Shehab Z M, Britton H, Dunn J H
Department of Pediatrics, Arizona Health Sciences Center, Tucson 85724.
Pediatr Infect Dis J. 1988 Jan;7(1):40-4. doi: 10.1097/00006454-198801000-00010.
The mortality related to coccidioidal meningitis (CM) has been reduced since the introduction of amphotericin B therapy, but children with CM continue to suffer significant morbidity. Some of this is related to the toxicity of the drug. We report nine children with CM treated with orally administered ketoconazole and intraventricularly administered miconazole. Four of them had been treated initially with amphotericin B with resultant failure in one and severe toxicity in all four. The other five children were treated only with imidazoles. All nine children had evidence of ventriculitis at the time of diagnosis and had ventriculoperitoneal shunts inserted for control of increased intracranial pressure. There was no relapse or recrudescence of CM in a follow-up period of 32 to 90 months on imidazole therapy. The coccidioidal complement-fixation antibody titers in the cerebrospinal fluid of the lateral ventricle became negative in all children 3 to 51 months after diagnosis (mean, 17 months). The serum antibody titers demonstrated a 16- to 256-fold decrease from their maximal levels. Four children are still receiving intraventricular miconazole whereas the others have not received miconazole for an average of 51 months. Therapy with the imidazoles was well-tolerated. The main morbidity was related to the shunts required for control of increased intracranial pressure. There was no evidence of hepatic toxicity and no clinical evidence of adrenal insufficiency although transient adrenal suppression was demonstrated at 4 but not at 24 hours after ketoconazole administration.
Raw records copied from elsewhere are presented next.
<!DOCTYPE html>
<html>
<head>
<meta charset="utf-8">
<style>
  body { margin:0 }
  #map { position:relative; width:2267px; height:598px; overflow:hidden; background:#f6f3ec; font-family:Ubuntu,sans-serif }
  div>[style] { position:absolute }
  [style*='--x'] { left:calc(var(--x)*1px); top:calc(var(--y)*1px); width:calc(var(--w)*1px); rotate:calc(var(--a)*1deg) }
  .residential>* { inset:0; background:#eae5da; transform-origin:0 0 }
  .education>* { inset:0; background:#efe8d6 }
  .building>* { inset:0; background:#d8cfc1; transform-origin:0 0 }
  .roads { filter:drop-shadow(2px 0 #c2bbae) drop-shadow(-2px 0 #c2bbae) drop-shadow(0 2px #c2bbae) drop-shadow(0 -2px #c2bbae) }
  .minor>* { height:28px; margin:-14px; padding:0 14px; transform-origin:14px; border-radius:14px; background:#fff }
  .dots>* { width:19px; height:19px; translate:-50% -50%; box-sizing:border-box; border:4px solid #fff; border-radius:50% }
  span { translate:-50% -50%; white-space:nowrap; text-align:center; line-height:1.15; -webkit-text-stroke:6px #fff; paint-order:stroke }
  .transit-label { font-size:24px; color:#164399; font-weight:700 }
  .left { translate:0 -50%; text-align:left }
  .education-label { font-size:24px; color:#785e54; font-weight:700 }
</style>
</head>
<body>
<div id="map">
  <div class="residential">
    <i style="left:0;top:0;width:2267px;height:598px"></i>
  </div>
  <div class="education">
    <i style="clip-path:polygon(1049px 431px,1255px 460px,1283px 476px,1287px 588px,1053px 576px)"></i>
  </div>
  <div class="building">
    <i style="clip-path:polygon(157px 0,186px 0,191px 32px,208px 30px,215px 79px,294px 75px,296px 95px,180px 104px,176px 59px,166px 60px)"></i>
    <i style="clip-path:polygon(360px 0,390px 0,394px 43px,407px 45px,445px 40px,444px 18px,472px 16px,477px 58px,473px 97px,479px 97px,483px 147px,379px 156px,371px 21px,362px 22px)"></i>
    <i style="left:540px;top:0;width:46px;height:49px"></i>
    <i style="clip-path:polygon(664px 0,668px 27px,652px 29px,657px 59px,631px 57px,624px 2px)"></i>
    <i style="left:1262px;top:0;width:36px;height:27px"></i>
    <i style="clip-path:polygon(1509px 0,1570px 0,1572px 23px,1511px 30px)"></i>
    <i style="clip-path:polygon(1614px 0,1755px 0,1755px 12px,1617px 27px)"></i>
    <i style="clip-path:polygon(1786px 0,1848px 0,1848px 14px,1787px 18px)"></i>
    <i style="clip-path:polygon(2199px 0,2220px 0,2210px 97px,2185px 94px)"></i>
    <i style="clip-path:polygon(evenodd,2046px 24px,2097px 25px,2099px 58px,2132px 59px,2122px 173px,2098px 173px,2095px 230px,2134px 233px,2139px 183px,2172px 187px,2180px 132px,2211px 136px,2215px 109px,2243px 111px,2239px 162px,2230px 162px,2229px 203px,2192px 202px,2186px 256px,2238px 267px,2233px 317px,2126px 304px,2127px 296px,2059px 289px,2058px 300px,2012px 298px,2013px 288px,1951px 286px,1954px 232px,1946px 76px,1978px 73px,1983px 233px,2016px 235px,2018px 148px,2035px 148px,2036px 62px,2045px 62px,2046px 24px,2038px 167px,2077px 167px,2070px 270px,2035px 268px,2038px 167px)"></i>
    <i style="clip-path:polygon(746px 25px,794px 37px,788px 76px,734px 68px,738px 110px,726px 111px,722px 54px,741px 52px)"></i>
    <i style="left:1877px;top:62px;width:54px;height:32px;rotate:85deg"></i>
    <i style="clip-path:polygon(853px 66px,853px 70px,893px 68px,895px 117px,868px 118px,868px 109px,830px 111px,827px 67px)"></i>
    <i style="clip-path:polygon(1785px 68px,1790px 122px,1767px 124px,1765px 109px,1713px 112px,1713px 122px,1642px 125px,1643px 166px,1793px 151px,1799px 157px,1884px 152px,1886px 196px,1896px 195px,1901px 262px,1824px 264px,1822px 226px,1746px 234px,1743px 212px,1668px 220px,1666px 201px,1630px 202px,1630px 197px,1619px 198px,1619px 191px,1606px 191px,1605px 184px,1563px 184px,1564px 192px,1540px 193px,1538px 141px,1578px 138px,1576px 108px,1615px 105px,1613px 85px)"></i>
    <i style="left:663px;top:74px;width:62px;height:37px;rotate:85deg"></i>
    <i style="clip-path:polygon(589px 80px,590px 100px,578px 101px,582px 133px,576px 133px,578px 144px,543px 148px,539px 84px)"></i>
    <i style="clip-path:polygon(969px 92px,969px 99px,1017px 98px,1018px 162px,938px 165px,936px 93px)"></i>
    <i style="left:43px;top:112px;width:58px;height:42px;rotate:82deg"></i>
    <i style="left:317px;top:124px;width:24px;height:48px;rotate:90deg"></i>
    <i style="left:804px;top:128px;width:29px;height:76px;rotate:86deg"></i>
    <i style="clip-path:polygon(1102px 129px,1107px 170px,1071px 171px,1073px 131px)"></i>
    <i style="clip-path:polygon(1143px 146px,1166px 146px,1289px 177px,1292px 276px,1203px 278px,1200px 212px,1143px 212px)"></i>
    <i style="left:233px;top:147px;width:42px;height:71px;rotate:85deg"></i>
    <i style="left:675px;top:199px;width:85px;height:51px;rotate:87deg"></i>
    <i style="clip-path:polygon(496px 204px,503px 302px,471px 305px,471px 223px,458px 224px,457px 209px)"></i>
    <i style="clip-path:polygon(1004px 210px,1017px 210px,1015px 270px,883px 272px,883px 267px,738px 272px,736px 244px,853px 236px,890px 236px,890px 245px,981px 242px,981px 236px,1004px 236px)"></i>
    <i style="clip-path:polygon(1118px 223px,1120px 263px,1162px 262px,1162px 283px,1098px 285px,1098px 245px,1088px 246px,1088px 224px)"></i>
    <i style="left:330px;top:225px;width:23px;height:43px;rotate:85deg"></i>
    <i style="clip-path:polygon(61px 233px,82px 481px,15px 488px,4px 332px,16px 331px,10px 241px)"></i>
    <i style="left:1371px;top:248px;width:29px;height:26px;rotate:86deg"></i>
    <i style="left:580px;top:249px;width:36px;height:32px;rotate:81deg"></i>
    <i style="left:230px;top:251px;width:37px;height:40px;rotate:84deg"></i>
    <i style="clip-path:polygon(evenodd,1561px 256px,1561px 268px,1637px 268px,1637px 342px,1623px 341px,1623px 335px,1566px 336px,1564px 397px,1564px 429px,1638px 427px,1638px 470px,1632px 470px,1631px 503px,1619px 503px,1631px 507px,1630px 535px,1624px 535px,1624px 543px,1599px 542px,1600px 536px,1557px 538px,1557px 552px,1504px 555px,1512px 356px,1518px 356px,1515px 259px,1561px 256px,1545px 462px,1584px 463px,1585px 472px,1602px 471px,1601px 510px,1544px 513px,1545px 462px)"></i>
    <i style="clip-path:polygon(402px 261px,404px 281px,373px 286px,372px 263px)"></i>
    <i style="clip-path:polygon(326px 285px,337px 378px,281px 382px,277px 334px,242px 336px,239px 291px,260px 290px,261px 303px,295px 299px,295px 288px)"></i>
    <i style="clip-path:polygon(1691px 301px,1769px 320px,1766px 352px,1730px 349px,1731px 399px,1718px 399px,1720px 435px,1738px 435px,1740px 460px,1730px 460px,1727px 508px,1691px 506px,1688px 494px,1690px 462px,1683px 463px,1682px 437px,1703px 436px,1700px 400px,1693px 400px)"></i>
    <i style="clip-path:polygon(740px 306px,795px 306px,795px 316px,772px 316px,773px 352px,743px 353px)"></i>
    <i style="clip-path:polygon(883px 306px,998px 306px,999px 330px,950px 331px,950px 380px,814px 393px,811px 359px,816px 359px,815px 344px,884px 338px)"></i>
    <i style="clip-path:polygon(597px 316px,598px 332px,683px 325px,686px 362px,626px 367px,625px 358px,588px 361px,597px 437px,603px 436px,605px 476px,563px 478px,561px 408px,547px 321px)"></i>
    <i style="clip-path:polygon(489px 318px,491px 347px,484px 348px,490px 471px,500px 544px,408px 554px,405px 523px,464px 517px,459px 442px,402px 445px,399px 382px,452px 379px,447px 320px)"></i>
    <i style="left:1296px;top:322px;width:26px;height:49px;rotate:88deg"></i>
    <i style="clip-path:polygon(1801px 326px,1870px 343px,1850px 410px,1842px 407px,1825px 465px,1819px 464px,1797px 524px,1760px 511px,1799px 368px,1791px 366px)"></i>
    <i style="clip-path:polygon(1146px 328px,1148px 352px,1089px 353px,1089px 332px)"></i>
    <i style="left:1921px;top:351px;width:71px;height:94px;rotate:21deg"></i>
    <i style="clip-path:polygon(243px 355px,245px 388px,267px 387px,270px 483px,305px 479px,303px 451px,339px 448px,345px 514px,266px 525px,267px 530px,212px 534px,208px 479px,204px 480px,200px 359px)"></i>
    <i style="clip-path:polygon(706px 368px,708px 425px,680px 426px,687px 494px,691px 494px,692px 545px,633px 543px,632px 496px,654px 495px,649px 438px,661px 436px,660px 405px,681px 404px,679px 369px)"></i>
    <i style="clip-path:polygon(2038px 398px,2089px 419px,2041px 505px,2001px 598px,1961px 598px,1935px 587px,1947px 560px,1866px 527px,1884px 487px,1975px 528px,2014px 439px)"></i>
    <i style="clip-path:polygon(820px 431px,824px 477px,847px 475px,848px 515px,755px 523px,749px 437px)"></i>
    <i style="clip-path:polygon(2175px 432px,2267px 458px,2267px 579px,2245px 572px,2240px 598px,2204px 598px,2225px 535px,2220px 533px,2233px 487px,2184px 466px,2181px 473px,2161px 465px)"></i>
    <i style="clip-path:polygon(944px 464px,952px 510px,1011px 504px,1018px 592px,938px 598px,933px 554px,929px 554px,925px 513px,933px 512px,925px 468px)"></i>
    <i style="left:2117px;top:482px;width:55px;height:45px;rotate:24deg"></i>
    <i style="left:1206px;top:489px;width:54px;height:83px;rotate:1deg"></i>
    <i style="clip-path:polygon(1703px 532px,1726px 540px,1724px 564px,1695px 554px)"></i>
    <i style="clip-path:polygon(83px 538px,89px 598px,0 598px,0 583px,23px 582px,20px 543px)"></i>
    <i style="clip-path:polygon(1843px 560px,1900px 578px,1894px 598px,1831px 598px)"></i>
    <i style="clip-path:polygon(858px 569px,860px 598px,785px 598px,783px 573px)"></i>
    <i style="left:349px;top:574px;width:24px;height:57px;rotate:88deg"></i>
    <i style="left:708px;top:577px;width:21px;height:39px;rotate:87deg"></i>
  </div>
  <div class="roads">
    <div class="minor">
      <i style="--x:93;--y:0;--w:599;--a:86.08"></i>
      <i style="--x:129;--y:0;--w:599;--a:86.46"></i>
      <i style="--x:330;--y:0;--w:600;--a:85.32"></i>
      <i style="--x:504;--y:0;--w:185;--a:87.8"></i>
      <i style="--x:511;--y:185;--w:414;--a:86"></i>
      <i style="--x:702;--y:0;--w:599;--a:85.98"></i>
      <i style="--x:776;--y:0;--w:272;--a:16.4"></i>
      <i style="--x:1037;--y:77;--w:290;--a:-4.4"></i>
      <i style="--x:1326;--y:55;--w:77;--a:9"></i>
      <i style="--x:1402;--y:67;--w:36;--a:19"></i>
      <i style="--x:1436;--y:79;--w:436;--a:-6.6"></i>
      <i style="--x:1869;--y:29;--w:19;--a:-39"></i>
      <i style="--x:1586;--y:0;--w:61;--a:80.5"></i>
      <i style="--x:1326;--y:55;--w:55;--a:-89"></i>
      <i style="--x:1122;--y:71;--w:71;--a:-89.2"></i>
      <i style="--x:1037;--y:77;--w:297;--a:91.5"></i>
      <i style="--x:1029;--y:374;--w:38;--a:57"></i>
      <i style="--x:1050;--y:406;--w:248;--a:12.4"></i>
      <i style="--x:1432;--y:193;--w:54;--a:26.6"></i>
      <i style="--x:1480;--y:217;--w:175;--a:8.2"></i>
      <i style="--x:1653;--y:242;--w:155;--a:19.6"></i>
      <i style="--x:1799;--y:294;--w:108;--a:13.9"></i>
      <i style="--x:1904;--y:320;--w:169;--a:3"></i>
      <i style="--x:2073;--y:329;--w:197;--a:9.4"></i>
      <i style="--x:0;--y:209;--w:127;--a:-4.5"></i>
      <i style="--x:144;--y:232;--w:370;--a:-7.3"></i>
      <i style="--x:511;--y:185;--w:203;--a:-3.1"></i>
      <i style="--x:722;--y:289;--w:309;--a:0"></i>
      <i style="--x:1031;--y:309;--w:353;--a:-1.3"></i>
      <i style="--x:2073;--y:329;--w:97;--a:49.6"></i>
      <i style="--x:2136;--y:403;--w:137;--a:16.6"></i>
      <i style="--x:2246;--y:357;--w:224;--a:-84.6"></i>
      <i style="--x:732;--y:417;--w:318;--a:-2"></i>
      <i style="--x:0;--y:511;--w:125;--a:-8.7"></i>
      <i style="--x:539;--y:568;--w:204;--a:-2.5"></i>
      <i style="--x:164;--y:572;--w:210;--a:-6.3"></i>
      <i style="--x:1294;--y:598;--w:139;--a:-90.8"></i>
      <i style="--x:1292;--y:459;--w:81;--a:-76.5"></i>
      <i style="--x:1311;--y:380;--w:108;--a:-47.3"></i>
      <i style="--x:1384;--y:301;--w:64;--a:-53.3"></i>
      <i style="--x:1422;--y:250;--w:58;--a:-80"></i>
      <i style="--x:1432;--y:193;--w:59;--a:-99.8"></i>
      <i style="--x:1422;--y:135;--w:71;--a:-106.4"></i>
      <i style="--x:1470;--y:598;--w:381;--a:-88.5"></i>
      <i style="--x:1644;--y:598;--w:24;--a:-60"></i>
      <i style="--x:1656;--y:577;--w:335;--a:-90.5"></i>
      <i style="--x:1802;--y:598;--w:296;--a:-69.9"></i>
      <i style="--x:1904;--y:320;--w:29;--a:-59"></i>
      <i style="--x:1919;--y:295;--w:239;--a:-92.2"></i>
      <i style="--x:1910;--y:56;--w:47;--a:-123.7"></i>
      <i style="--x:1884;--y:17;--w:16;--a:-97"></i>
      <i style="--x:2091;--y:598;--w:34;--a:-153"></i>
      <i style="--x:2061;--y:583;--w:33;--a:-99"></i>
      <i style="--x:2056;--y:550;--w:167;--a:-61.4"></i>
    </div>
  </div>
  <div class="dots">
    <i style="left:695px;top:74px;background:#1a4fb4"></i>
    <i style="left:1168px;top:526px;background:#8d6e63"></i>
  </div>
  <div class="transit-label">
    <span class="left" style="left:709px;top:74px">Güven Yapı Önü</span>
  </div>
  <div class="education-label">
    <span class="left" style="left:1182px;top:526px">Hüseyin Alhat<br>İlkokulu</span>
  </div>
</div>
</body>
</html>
自引入两性霉素B治疗以来,球孢子菌性脑膜炎(CM)相关的死亡率有所降低,但CM患儿仍有显著的发病情况。部分原因与药物毒性有关。我们报告了9例接受口服酮康唑和脑室内注射咪康唑治疗的CM患儿。其中4例最初接受了两性霉素B治疗,结果1例治疗失败,4例均出现严重毒性反应。另外5例患儿仅接受了咪唑类药物治疗。所有9例患儿在诊断时均有脑室炎证据,并因控制颅内压升高而插入了脑室腹腔分流管。在咪唑类药物治疗的32至90个月随访期内,CM没有复发或再发。所有患儿在诊断后3至51个月(平均17个月),侧脑室脑脊液中的球孢子菌补体结合抗体滴度均变为阴性。血清抗体滴度较最高水平下降了16至256倍。4例患儿仍在接受脑室内咪康唑治疗,而其他患儿平均已有51个月未接受咪康唑治疗。咪唑类药物治疗耐受性良好。主要发病情况与控制颅内压升高所需的分流管有关。没有肝毒性证据,也没有肾上腺功能不全的临床证据,尽管在酮康唑给药后4小时出现了短暂的肾上腺抑制,但24小时时未出现。